— Да, да, но все же… — промямлил Фридман.
— Не спорьте, таков законный титул ваш сейчас.
«В тот вечер, когда я, подхваченный чем-то, о чем прежде не ведал, был притиснут к двери и на волосок приоткрыл эту дверь, а сунув в щелку нос, ее расширил так, что влезла голова, узкие за нею плечи, все мелкохворобное туловище, налившееся ужасом, звоном атаки и необходимым для маневра зияньем, — их было шестеро в тот вечер, среднепожилых, вымоченных в растворе корректности завсегдатаев, чай из грушевидных стаканчиков, коньяк из матовых рюмочек, янтарномундштучные папироски и карты, карты, под реплики о дипломатиях и сделках. Обсуждался тавризский Шах, громадный, в триста футов квадратных, XVII столетия великий ковер, уворованный англичанами в Лондон, в помпезные хоромы Виктории-Альберта, — зажмурившись от перспективы имперского города, анфилады аэроподъемных кубатур, частным случаем коих, наряду с укрощенной, засмотревшейся в зеркало парков природой, дыбились архитектурные тотемы, колонны, обелиски и дворцы, я втянул в себя навигацию осени, гниловатую свежесть мокрых листьев кленовых, усеявших подступы к музейным ступеням, и оцепенел, как струна».

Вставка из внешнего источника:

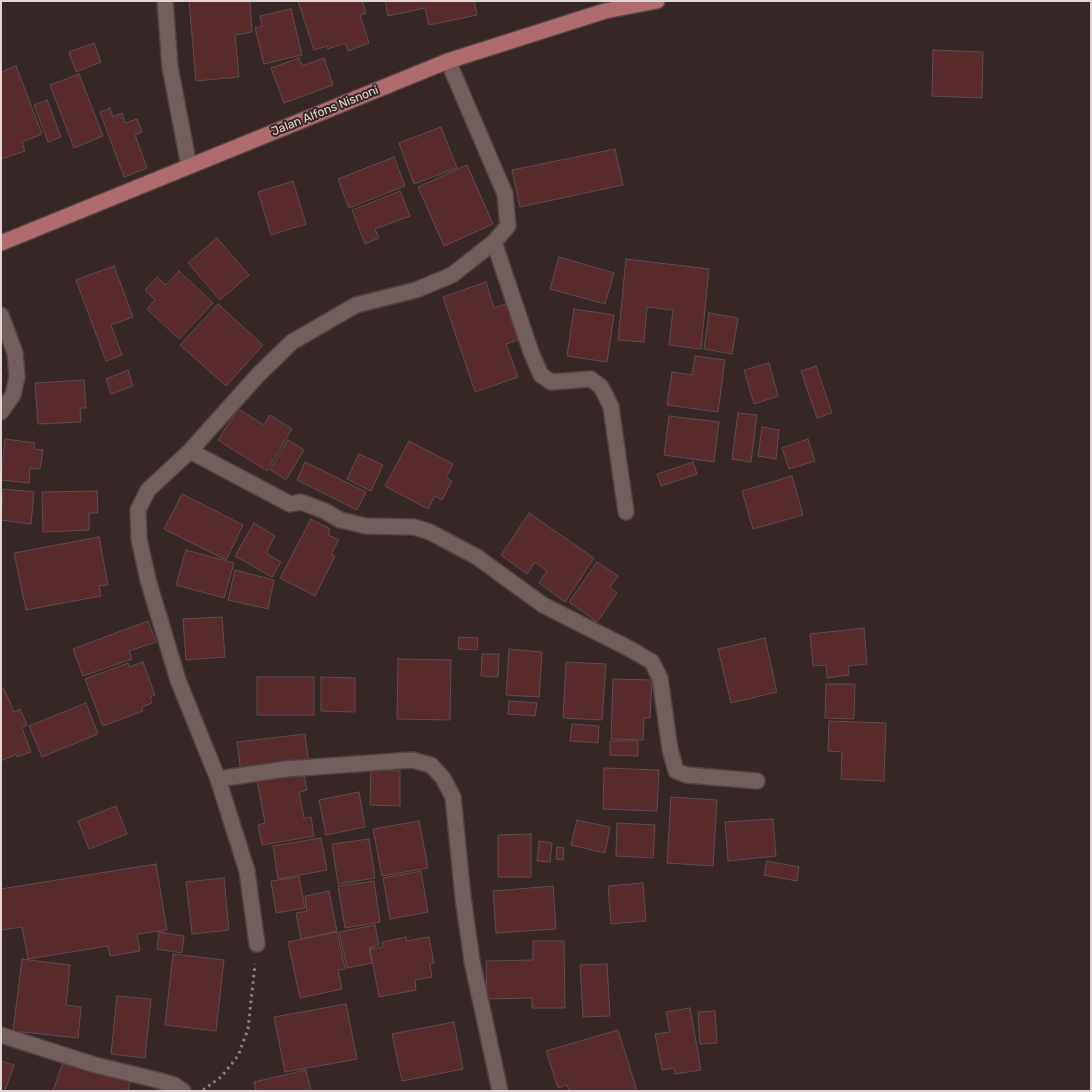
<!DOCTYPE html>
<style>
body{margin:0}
#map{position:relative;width:1092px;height:1092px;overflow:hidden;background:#362626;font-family:Rubik,sans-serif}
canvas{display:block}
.frame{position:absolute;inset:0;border:2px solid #e1d6d5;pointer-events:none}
</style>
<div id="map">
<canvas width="1092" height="1092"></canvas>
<div class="frame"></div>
</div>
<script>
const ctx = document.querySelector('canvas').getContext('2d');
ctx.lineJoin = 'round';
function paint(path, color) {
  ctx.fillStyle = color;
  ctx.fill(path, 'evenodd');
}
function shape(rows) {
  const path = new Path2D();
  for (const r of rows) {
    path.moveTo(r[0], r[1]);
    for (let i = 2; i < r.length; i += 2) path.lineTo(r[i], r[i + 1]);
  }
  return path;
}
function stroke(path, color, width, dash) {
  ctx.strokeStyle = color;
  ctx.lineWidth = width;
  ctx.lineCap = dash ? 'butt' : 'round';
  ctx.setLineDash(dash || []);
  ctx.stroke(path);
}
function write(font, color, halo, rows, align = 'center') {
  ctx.font = font + ' Rubik,sans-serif';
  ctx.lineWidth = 4;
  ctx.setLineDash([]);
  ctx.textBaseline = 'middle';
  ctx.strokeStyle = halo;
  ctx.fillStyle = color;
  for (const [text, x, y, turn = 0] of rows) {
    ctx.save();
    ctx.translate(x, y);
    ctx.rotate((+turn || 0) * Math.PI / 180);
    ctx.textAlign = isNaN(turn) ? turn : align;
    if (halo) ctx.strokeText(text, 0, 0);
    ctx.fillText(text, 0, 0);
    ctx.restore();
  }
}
const building = shape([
 [189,1,250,1,252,32,235,35,239,77,196,81,189,1],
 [298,1,362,1,366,13,360,15,369,43,348,51,345,43,328,49,327,46,314,50,298,1],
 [385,1,474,1,477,15,429,25,425,8,388,16,385,1],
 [291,9,302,55,264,64,255,28,262,26,260,16,291,9],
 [94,43,101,62,76,72,69,52,94,43],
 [933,50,983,52,982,98,932,96,933,50],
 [299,58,302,66,324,58,333,85,284,103,271,68,299,58],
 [16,66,42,134,22,142,25,151,1,159,1,72,16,66],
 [79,74,103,136,74,148,50,85,79,74],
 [47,100,61,137,48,142,34,105,47,100],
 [110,108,113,117,122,113,125,123,137,119,142,132,135,135,147,168,124,177,100,112,110,108],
 [441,127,457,168,414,184,399,143,441,127],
 [615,149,623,185,520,207,512,170,615,149],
 [394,157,405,186,349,208,338,179,394,157],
 [467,165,493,224,444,246,418,187,467,165],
 [293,181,306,224,271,235,258,192,293,181],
 [400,191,410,216,375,229,379,238,365,244,352,210,400,191],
 [217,238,249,275,220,300,188,263,217,238],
 [559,257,614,273,605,304,550,289,559,257],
 [626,259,709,269,701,349,669,345,673,310,647,307,644,342,618,340,626,259],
 [114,266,133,317,111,325,122,355,106,361,76,280,114,266],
 [179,271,213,303,179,339,147,309,155,300,145,290,157,277,166,285,179,271],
 [486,282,494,308,506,304,518,340,506,344,518,377,475,392,443,297,486,282],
 [218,304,263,345,226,386,180,345,218,304],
 [574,309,614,315,607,362,567,356,574,309],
 [709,313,738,318,732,354,704,349,709,313],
 [695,356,725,360,718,412,667,405,672,372,692,375,695,356],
 [769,363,778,396,754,404,744,370,769,363],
 [816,366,832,413,817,418,801,371,816,366],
 [128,370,133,386,111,394,106,379,128,370],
 [84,380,86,408,80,408,81,422,38,424,35,383,84,380],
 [238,409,264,425,270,415,292,429,267,471,218,440,238,409],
 [738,413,757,415,751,462,732,459,738,413],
 [669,416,719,422,714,462,664,455,669,416],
 [762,427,779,430,776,459,758,456,762,427],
 [5,439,35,443,34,449,43,450,40,469,30,468,29,483,1,480,5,439],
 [808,439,815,461,789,469,782,448,808,439],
 [288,440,304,450,286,480,270,470,288,440],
 [409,441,453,464,446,478,452,481,442,500,435,496,428,509,385,486,409,441],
 [359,454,383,465,371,491,347,479,359,454],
 [305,462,366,492,357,510,297,480,305,462],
 [693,462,697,474,661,486,657,474,693,462],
 [792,476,803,515,753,529,742,491,792,476],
 [3,489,34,492,31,524,1,520,3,489],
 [97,491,98,513,89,513,89,530,43,532,42,492,97,491],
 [182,494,243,525,226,560,164,529,182,494],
 [529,513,594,558,565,602,539,583,547,571,535,562,527,574,501,555,529,513],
 [311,519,330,529,328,535,339,540,331,554,335,556,315,596,280,578,311,519],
 [254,523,275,536,266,553,281,562,272,577,235,556,254,523],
 [99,537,108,585,99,586,101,596,26,610,14,553,99,537],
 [186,550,234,563,224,598,176,585,186,550],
 [597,562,618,576,610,587,617,593,597,622,569,602,597,562],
 [235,570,274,580,268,609,228,600,235,570],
 [222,617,225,657,186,660,183,619,222,617],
 [148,621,156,642,129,651,132,659,83,676,73,649,148,621],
 [864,628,867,664,848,666,849,675,827,678,826,665,813,666,810,634,864,628],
 [459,637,478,638,477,650,458,649,459,637],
 [765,638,777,692,731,703,718,649,765,638],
 [509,649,542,652,539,697,506,695,509,649],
 [482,654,499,654,498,677,481,676,482,654],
 [398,659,451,660,450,720,397,719,398,659],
 [143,662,155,695,150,697,152,703,142,707,143,711,103,726,85,679,128,663,129,667,143,662],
 [566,662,606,664,602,720,563,718,566,662],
 [257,677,314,677,314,715,257,715,257,677],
 [321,677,355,678,355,712,321,711,321,677],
 [613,679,652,680,650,718,644,718,643,740,611,739,613,679],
 [826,684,855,684,854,719,825,718,826,684],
 [4,689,14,712,20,709,27,725,22,728,31,752,17,757,16,754,1,761,1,690,4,689],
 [509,701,537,703,535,716,508,714,509,701],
 [86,703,98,734,42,757,29,726,86,703],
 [829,721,886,723,884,781,841,779,842,752,828,751,829,721],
 [572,724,599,726,598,743,570,741,572,724],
 [305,734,309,765,241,773,237,742,305,734],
 [610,741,638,741,638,756,610,755,610,741],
 [604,768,659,770,657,811,603,809,604,768],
 [371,770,400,771,400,806,370,805,371,770],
 [303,771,307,790,299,792,304,818,311,817,314,836,262,845,258,825,265,823,257,780,303,771],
 [359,792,365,827,326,835,319,800,359,792],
 [671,797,717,800,713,866,667,863,671,797],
 [116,806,127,834,89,849,78,821,116,806],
 [773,819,776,856,728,861,725,822,773,819],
 [577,820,610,827,605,853,571,845,577,820],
 [419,821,428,868,382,876,373,829,419,821],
 [617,823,655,825,653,858,616,856,617,823],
 [531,834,531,877,498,877,498,835,531,834],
 [321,838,327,870,278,879,273,846,321,838],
 [369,839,375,878,338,884,332,844,369,839],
 [539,841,552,843,550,862,537,861,539,841],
 [557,847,564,848,563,860,556,859,557,847],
 [767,861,799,867,797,881,764,875,767,861],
 [156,864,167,930,137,934,140,951,110,956,108,946,28,959,22,927,1,930,1,889,156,864],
 [421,871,428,912,390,919,383,878,421,871],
 [299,877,305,908,276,913,271,881,299,877],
 [224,878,229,930,192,934,186,882,224,878],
 [374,881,380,922,345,928,338,886,374,881],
 [643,883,646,921,611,924,608,886,643,883],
 [553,886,556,929,496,933,493,891,553,886],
 [329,891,337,931,301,939,296,913,307,911,305,896,329,891],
 [375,925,379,945,369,948,372,963,347,968,339,932,375,925],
 [159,932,184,936,182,953,157,949,159,932],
 [337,932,345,969,338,970,342,989,300,998,288,942,337,932],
 [406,937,407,941,429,937,434,963,430,964,432,977,415,980,416,990,379,997,370,949,383,947,382,942,406,937],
 [533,941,564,941,565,1008,532,1008,532,998,487,999,486,961,533,960,533,941],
 [173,954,224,960,216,1031,165,1025,173,954],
 [22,959,70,965,66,1005,81,1007,78,1038,13,1031,22,959],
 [607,964,610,1016,583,1017,580,965,607,964],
 [117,996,151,999,145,1058,111,1054,117,996],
 [346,1004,357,1059,285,1072,274,1017,346,1004],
 [690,1008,701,1070,675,1074,674,1068,662,1070,655,1034,670,1032,666,1012,690,1008],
 [715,1011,717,1043,700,1044,698,1012,715,1011],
 [454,1022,463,1069,402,1081,392,1034,454,1022],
 [618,1030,637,1091,569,1091,567,1085,558,1088,546,1051,618,1030],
 [64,1059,130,1082,128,1091,53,1091,64,1059],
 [1,1061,14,1065,5,1091,1,1091,1,1061],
 [306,1070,311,1091,256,1091,254,1082,306,1070]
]);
paint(building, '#592a2b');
stroke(building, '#5f4d4d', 1);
const minor = shape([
 [165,1,170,67,189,166],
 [494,242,531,352,541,375,551,382,591,379,600,386,604,392,611,407,626,512],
 [1,315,15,353,17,377,13,395,1,412],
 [190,451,290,504,301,502,325,511,340,520,366,526,414,527,430,532,477,557,543,605,632,650,652,662,660,678,670,749,676,771,687,775,757,781],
 [218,779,286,769,412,760,431,765,443,778,453,797,463,897,472,961,500,1091],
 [257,944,247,871,218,779,178,680,148,580,139,539,138,510,148,490,190,451,258,375,292,342,356,305,416,290,452,275,494,242,508,226,505,194,448,61],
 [1,1035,95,1065,157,1080,174,1085,183,1091]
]);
const major = shape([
 [1,243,448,61,605,11,657,1]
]);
stroke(minor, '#504342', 18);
stroke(major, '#504342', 18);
stroke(shape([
 [203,1090,221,1077,238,1056,248,1029,255,964]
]), '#8d807f', 3, [2.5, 4]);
stroke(minor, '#715e5d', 15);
stroke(major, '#af6b6d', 15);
write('12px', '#e1d6d5', '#362626', [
 ["Jalan Alfons Nisnoni",325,111,-22]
]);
</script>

— Не увлекайтесь инверсиями, — потупился Фридман и обвел ногтем контур лошадного горца с нераспечатанной пачки «Казбека».
— Постараюсь, — снадменничал азериец, искоса недовольный наркомовской пепельницей из литого стекла.
«И четверть века спустя я могу воскресить закулисные кружева вызволения Шаха, с той оговоркою, что слова, которыми облекались этюдные эти многоходовки, задевали меня по касательной, я был с картами, в картах, расчетверенный в мастях. Писано, что Капабланка выучился в шахматы, ребенком наблюдая за игрой домочадцев. Пошлый вздор. Капа ни у кого не учился, раньше рождения все знал про слонов и коней и нуждался в одном, увидать их единожды и однажды — есть такие действительно в мире, не пренатальная дрема, распустившая парус на околоплодной волне. Отброшу скромность, я копия карибского гения. Чем пристальней внимал я зигзагам портретов в обрамлении ромбиков, красных и черных сердечек и трефовых собачьих следов на снегу, тем необузданней и вакхичней оформлялось во мне: уж это я знаю давно, задолго до личного времени. Даже и вспоминать не пришлось, всего-то слабенький шажок к зеленому сукну. „Мальчонка заблудился“, — выпустил дым крайний справа от меня господин в хитиновом панцыре элегантности, целиком европеец, за малиновым исключением фески и вылепленных на ориентальный манер масляных губ, причмокивающих гастрономическому впечатлению. Безотрывно от коньячка, табачка и обретшей конкретность беседы (хитрить намеревались в обход консульской службы, на своих, караванных путях) дядя подал мне знак удалиться. Булавка царапнула мне диафрагму. Жарче, чем на дереве, подпрыгнула температура. Настал момент пройти по раскаленному железу. И может быть, упасть, смердя горелым мясом. Я никогда не выбирал, жизнь развивалась в стороне от меня. Но я прислушался к напевам гипнотической отчизны, а хозяин и гости дивились хамству огольца. Дядюшка, вскричал я, вели истолочь меня в ступе, подвесь на потолочной балке, на хлеб и воду посади или вообще откажи в пропитании, всему буду рад, все приму благодарно от власти твоей, но прошу: не гони, разреши здесь бывать, это участь моя, это рок — не умышляя нарочно разжалобить, что вошло бы в противоречие с преследуемой мной правдой и убедительностью, убедительной правдой, я брал готовые обороты романов и по установившейся тишине, в которую влетел с разбега, в горячке ловитвы, почуял, что домогательство поразило мишень. Избави бог, малыш, чтобы карты стали твоей судьбой, сказал дядя, борясь с неразлучною болью. Да так и быть, поглазей. Пусть поглазеет, согласился малиновый, в феске.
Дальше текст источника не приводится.